Menu Design Hasn’t Changed

I first learned the ins and outs of what's important on a restaurant’s menu when I was asked to design one for the long-gone Jonathan’s restaurant on route 17 in Hasbrouck Heights, N.J. That's something that supermarkets should be studying for their grocerants. 

the first thing to remember is that some menu items are more expensive to produce than others, based on their ingredient cost and the difficulty in preparation – but too many different prices on a menu may confuse consumers, which is why so many menus, even those in very expensive white-tablecloth restaurants, present these items in a special area, usually contained within a box. That's where your eye goes first. 

A Gallup Poll found that we spend just 109 seconds reading a restaurant menu that we're unfamiliar with. Much like when they scan the 50,000 products on supermarket shelves, people don’t allot the proper time to make their decision. That's why you need to create sections, just as you do for the overhead signs for each aisle of the store. 

Most researchers seem to agree that when diners scan a menu, their eyes tend to gravitate first toward the upper right-hand corner, known in the industry as the “sweet spot.” That's just the opposite of the way we read a book or magazine. So, many restaurants place the menu item they want to sell most -- often an expensive dish -- in that location. When scanning vertically arranged menus, customers tend to spend the most time looking at the first and last items. 

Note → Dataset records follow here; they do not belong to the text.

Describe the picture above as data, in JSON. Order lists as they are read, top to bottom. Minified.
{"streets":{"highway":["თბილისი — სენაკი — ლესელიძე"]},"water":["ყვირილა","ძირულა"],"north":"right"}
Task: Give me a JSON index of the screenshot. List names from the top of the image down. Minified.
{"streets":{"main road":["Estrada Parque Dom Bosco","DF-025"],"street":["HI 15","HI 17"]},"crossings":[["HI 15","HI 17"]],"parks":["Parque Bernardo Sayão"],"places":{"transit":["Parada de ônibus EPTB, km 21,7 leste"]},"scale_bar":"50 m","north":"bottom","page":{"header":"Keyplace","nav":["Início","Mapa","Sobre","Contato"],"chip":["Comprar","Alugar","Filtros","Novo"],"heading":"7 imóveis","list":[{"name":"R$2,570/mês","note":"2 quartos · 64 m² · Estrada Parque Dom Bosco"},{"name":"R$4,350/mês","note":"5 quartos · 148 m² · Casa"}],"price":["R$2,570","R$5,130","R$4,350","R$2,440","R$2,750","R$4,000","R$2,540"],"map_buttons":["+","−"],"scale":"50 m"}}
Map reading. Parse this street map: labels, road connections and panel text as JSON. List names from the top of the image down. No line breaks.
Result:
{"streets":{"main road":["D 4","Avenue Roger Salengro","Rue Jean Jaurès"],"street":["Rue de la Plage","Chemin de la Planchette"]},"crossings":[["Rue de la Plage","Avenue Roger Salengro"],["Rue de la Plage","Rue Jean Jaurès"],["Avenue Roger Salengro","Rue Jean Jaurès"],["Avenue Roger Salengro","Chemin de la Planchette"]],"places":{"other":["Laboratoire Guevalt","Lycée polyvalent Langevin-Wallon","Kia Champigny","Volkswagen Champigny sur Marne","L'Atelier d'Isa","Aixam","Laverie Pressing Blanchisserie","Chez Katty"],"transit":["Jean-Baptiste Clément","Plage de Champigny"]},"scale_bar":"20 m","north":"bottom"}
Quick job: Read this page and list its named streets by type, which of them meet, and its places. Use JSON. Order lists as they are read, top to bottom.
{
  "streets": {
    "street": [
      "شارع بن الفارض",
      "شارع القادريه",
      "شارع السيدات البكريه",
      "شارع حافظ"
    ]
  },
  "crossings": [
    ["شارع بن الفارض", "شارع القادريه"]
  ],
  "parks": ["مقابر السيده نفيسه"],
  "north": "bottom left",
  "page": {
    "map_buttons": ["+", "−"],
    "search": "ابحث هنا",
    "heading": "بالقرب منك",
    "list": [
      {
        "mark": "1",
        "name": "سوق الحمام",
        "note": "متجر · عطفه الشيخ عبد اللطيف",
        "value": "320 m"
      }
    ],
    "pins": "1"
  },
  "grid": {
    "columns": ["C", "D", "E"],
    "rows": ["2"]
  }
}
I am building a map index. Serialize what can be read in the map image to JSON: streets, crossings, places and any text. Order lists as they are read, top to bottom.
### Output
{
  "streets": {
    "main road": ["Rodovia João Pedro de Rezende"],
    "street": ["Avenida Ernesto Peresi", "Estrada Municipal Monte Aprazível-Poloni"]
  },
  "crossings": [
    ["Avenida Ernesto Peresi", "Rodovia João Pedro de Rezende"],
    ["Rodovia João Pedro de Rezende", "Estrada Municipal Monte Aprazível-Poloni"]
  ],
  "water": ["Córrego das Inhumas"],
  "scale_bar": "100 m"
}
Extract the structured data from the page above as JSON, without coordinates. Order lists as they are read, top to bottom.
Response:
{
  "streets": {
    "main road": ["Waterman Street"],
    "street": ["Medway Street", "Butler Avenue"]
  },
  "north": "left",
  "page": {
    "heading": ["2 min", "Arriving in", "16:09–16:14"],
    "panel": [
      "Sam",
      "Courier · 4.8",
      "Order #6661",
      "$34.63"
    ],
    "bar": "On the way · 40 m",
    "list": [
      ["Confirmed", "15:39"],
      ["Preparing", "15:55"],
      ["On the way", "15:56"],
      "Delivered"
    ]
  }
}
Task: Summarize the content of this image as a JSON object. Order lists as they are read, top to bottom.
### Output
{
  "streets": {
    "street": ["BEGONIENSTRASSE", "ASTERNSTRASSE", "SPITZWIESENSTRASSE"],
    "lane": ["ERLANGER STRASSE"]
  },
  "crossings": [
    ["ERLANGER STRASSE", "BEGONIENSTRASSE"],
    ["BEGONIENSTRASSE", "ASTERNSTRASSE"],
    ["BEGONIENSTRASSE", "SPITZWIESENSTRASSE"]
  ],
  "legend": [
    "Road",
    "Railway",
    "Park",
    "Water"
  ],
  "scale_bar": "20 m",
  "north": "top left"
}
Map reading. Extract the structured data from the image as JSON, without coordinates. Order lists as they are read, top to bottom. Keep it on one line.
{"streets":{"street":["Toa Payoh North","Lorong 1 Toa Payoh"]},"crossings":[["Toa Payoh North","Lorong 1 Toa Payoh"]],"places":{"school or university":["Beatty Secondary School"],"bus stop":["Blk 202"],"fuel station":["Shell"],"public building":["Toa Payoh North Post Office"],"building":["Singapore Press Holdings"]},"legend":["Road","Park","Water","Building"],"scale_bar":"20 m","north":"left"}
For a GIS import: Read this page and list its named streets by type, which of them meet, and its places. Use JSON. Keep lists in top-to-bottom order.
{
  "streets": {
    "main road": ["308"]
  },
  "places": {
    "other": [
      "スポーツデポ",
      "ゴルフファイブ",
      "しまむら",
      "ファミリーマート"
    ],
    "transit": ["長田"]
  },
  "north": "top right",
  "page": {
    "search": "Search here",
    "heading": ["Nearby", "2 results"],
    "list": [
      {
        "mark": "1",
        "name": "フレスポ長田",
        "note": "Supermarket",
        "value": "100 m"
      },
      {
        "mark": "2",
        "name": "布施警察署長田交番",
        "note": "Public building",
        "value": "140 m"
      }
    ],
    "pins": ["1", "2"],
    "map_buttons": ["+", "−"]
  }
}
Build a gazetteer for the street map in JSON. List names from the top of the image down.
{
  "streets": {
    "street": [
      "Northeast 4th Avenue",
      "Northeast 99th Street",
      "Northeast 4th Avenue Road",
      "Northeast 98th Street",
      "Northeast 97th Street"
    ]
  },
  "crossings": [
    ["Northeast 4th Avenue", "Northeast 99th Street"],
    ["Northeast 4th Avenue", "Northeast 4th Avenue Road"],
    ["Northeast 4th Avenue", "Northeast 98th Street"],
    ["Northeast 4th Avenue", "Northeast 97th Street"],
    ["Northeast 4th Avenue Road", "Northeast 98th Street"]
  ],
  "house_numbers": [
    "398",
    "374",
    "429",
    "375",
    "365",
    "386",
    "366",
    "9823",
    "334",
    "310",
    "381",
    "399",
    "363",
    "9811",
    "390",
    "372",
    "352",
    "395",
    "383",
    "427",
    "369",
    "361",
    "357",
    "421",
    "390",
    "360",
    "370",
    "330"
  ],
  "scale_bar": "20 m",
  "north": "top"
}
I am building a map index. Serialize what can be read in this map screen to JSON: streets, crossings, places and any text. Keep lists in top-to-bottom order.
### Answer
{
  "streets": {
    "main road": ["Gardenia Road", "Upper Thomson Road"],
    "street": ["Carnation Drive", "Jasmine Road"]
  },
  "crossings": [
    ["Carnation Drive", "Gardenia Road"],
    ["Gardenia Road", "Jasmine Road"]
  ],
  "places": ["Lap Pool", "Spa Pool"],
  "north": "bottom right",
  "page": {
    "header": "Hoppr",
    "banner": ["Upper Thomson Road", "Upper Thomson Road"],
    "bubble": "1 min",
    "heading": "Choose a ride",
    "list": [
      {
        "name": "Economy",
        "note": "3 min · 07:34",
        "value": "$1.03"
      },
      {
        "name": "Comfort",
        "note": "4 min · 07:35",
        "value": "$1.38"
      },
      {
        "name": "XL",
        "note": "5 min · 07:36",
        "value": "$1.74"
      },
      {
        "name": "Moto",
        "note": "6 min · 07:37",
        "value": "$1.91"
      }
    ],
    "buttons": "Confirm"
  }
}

Of course, color has a significant impact – the same way it does on the shelf. Researchers find that red and blue are generally thought to help trigger appetite. 

Also, words do matter. Dr. Brian Wansink, the director of the Food and Brand Lab at Cornell University, conducted a study that found that descriptive menu labels (such as “succulent Italian seafood filet” versus “seafood filet”) resulted in customers feeling more satisfied with their meal. Comparing dishes labeled with sensory descriptors, such as “tender,” “succulent” and “satin”; cultural/geographic terms like “Cajun” and “Italian”; and nostalgic terms like “homestyle,” “traditional,” and “Grandma’s,” with the same meals without those extra descriptors, revealed an important insight: The descriptive labels increased sales by 27 percent.